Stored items

=====

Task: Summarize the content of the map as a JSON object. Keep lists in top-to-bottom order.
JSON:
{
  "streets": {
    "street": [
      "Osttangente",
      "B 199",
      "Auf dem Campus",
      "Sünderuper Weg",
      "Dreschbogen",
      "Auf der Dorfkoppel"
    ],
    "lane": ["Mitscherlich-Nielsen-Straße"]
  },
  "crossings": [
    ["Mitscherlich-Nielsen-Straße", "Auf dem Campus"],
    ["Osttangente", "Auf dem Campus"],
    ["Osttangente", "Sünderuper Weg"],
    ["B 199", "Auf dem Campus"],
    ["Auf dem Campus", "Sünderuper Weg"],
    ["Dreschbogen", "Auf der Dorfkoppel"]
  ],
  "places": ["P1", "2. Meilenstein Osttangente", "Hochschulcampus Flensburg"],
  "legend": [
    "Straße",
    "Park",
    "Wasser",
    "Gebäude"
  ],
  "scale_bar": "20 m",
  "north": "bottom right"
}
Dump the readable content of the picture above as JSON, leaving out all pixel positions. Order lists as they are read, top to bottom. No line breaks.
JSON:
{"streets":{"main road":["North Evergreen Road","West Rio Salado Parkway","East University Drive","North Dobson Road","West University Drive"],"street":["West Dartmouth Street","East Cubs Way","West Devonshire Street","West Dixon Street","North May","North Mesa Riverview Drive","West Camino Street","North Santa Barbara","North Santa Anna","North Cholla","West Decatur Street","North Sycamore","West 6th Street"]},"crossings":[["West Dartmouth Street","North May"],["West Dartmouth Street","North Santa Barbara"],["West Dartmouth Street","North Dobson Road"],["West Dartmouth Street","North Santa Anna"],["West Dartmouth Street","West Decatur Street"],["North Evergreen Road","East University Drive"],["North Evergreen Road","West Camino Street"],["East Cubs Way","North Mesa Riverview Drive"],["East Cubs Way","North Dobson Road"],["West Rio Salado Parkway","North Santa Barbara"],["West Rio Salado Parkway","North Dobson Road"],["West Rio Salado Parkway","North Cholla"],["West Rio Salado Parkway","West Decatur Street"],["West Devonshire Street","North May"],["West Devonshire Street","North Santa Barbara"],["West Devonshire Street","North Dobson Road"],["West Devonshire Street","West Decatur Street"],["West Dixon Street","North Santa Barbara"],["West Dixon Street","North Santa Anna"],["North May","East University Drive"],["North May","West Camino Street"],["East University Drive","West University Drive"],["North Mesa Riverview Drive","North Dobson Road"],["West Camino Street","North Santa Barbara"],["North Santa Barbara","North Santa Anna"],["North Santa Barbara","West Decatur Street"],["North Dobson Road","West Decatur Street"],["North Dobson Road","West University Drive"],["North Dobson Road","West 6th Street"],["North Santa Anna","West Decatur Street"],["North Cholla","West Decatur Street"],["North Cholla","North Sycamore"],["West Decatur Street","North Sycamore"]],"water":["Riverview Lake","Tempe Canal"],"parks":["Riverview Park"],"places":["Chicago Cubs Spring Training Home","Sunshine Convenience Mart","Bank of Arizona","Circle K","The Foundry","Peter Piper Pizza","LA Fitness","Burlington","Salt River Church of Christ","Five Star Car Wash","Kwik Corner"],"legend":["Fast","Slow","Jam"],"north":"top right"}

=====

◆ What is needed:
The data above, all of it, needs to be output exactly as written.

◆ Result below:
Task: Summarize the content of the map as a JSON object. Keep lists in top-to-bottom order.
JSON:
{
  "streets": {
    "street": [
      "Osttangente",
      "B 199",
      "Auf dem Campus",
      "Sünderuper Weg",
      "Dreschbogen",
      "Auf der Dorfkoppel"
    ],
    "lane": ["Mitscherlich-Nielsen-Straße"]
  },
  "crossings": [
    ["Mitscherlich-Nielsen-Straße", "Auf dem Campus"],
    ["Osttangente", "Auf dem Campus"],
    ["Osttangente", "Sünderuper Weg"],
    ["B 199", "Auf dem Campus"],
    ["Auf dem Campus", "Sünderuper Weg"],
    ["Dreschbogen", "Auf der Dorfkoppel"]
  ],
  "places": ["P1", "2. Meilenstein Osttangente", "Hochschulcampus Flensburg"],
  "legend": [
    "Straße",
    "Park",
    "Wasser",
    "Gebäude"
  ],
  "scale_bar": "20 m",
  "north": "bottom right"
}
Dump the readable content of the picture above as JSON, leaving out all pixel positions. Order lists as they are read, top to bottom. No line breaks.
JSON:
{"streets":{"main road":["North Evergreen Road","West Rio Salado Parkway","East University Drive","North Dobson Road","West University Drive"],"street":["West Dartmouth Street","East Cubs Way","West Devonshire Street","West Dixon Street","North May","North Mesa Riverview Drive","West Camino Street","North Santa Barbara","North Santa Anna","North Cholla","West Decatur Street","North Sycamore","West 6th Street"]},"crossings":[["West Dartmouth Street","North May"],["West Dartmouth Street","North Santa Barbara"],["West Dartmouth Street","North Dobson Road"],["West Dartmouth Street","North Santa Anna"],["West Dartmouth Street","West Decatur Street"],["North Evergreen Road","East University Drive"],["North Evergreen Road","West Camino Street"],["East Cubs Way","North Mesa Riverview Drive"],["East Cubs Way","North Dobson Road"],["West Rio Salado Parkway","North Santa Barbara"],["West Rio Salado Parkway","North Dobson Road"],["West Rio Salado Parkway","North Cholla"],["West Rio Salado Parkway","West Decatur Street"],["West Devonshire Street","North May"],["West Devonshire Street","North Santa Barbara"],["West Devonshire Street","North Dobson Road"],["West Devonshire Street","West Decatur Street"],["West Dixon Street","North Santa Barbara"],["West Dixon Street","North Santa Anna"],["North May","East University Drive"],["North May","West Camino Street"],["East University Drive","West University Drive"],["North Mesa Riverview Drive","North Dobson Road"],["West Camino Street","North Santa Barbara"],["North Santa Barbara","North Santa Anna"],["North Santa Barbara","West Decatur Street"],["North Dobson Road","West Decatur Street"],["North Dobson Road","West University Drive"],["North Dobson Road","West 6th Street"],["North Santa Anna","West Decatur Street"],["North Cholla","West Decatur Street"],["North Cholla","North Sycamore"],["West Decatur Street","North Sycamore"]],"water":["Riverview Lake","Tempe Canal"],"parks":["Riverview Park"],"places":["Chicago Cubs Spring Training Home","Sunshine Convenience Mart","Bank of Arizona","Circle K","The Foundry","Peter Piper Pizza","LA Fitness","Burlington","Salt River Church of Christ","Five Star Car Wash","Kwik Corner"],"legend":["Fast","Slow","Jam"],"north":"top right"}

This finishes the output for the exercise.